Each line below that includes the word "building" is to be reported.
######
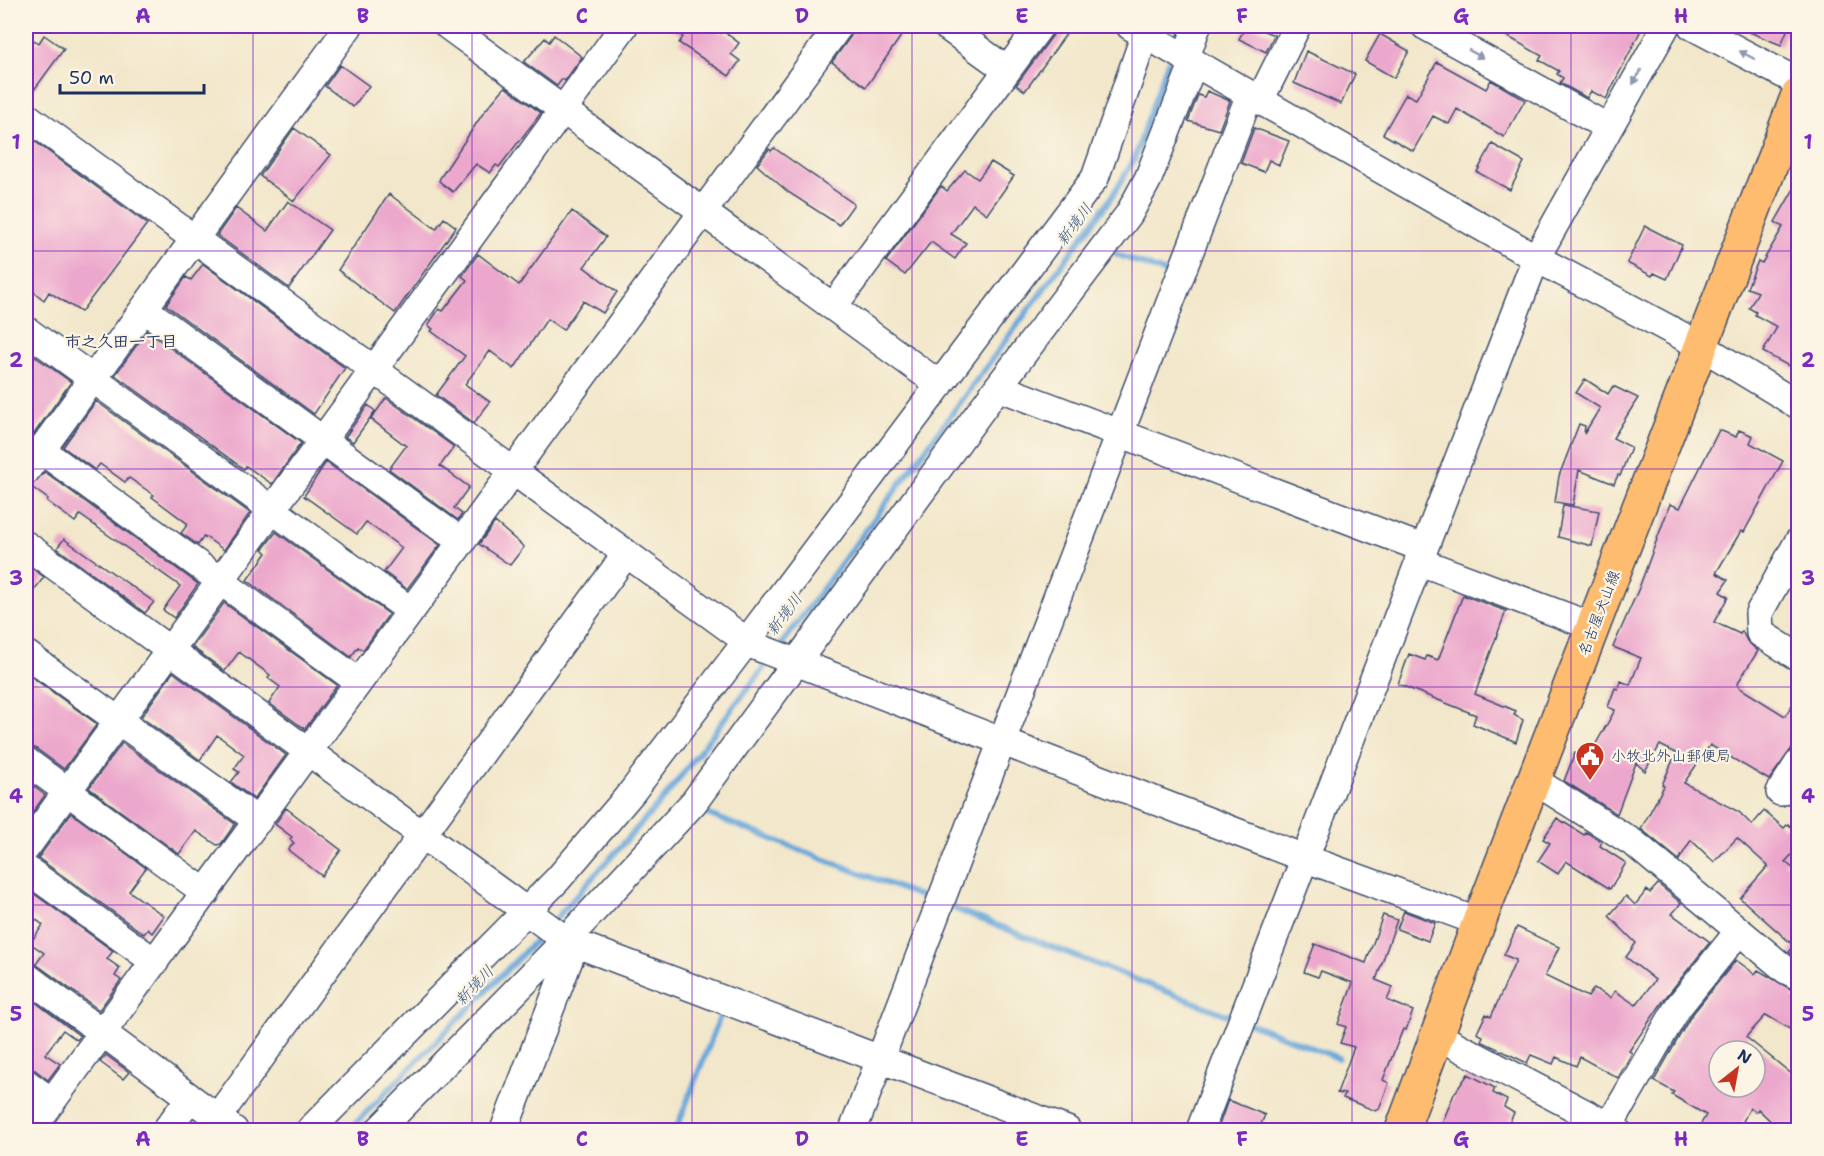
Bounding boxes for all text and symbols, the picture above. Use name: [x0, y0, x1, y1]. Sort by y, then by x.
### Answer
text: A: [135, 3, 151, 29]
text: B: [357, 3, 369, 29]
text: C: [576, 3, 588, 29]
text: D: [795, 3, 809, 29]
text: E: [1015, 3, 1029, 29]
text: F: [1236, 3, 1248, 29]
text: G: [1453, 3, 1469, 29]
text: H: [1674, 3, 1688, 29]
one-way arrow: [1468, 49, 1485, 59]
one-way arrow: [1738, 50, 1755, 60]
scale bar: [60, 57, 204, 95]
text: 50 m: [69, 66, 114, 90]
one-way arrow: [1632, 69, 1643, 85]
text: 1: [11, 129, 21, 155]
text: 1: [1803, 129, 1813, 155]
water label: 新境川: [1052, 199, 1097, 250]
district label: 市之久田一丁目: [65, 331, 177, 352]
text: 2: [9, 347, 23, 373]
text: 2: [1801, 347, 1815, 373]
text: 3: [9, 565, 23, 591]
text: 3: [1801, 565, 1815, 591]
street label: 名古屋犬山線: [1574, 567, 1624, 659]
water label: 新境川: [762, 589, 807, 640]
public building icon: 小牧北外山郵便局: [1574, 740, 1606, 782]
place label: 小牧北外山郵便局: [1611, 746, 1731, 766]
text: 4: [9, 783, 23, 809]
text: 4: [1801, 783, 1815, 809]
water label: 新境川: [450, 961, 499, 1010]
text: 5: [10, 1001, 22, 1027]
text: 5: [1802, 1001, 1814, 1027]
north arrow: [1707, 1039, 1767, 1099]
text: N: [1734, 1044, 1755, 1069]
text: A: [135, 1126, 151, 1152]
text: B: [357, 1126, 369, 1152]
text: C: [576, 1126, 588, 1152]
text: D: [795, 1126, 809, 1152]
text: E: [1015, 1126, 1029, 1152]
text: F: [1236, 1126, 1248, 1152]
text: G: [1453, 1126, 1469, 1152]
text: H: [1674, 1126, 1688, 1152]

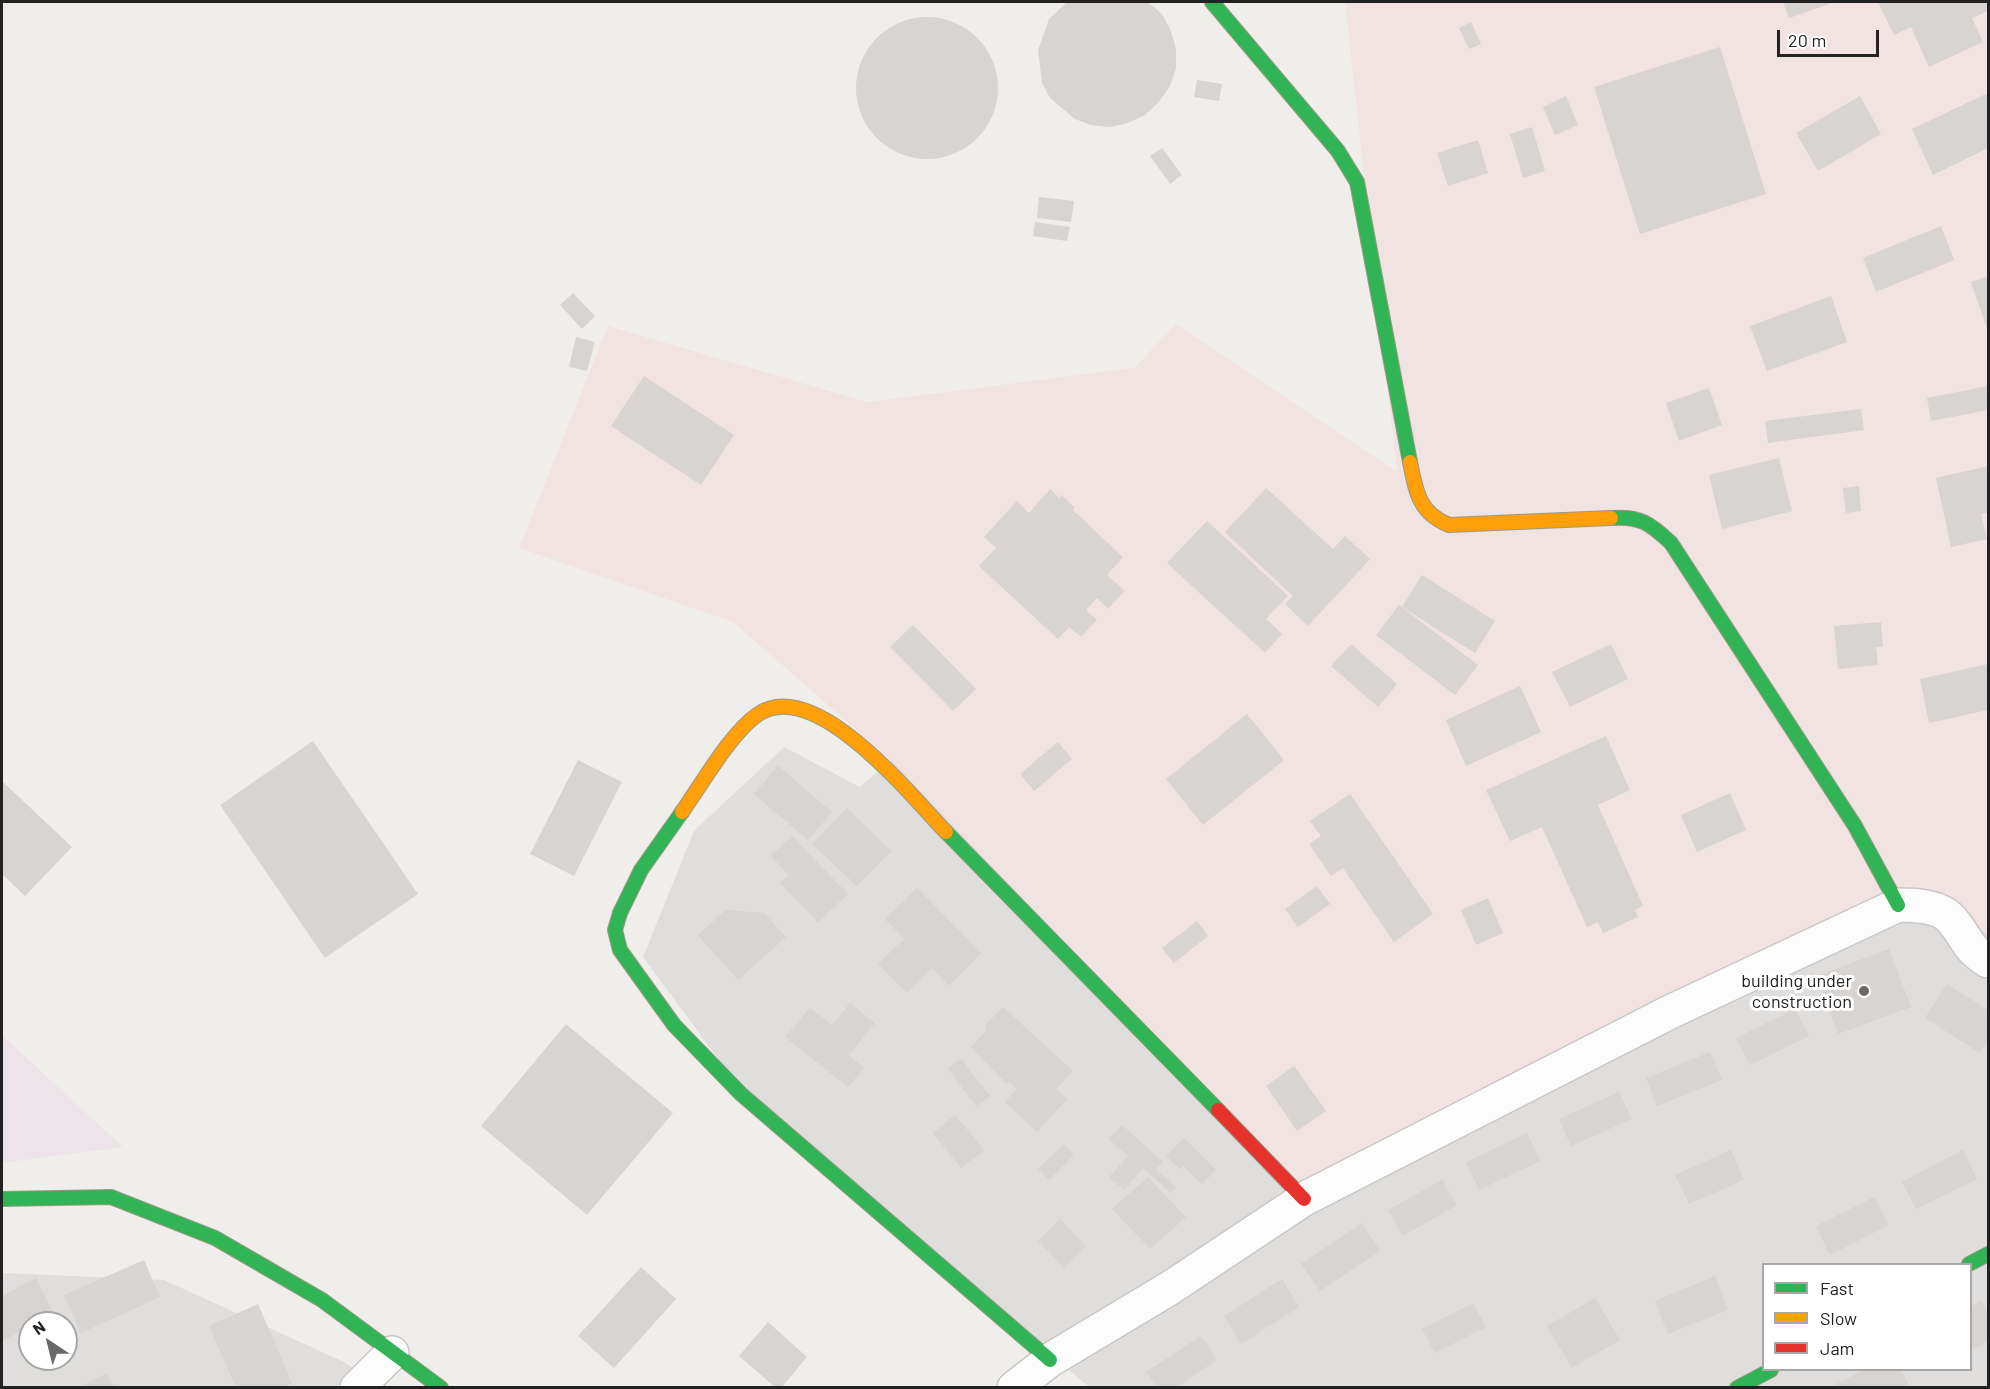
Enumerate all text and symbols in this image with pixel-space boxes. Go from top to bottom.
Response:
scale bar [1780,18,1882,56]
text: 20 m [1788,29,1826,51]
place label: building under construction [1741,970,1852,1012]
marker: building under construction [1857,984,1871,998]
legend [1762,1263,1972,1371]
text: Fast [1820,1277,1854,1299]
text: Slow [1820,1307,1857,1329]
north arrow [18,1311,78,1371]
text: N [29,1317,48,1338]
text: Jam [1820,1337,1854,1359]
######
**Your solution**
public building icon: 小牧北外山郵便局: [1574, 740, 1606, 782]
place label: building under construction [1741,970,1852,1012]
marker: building under construction [1857,984,1871,998]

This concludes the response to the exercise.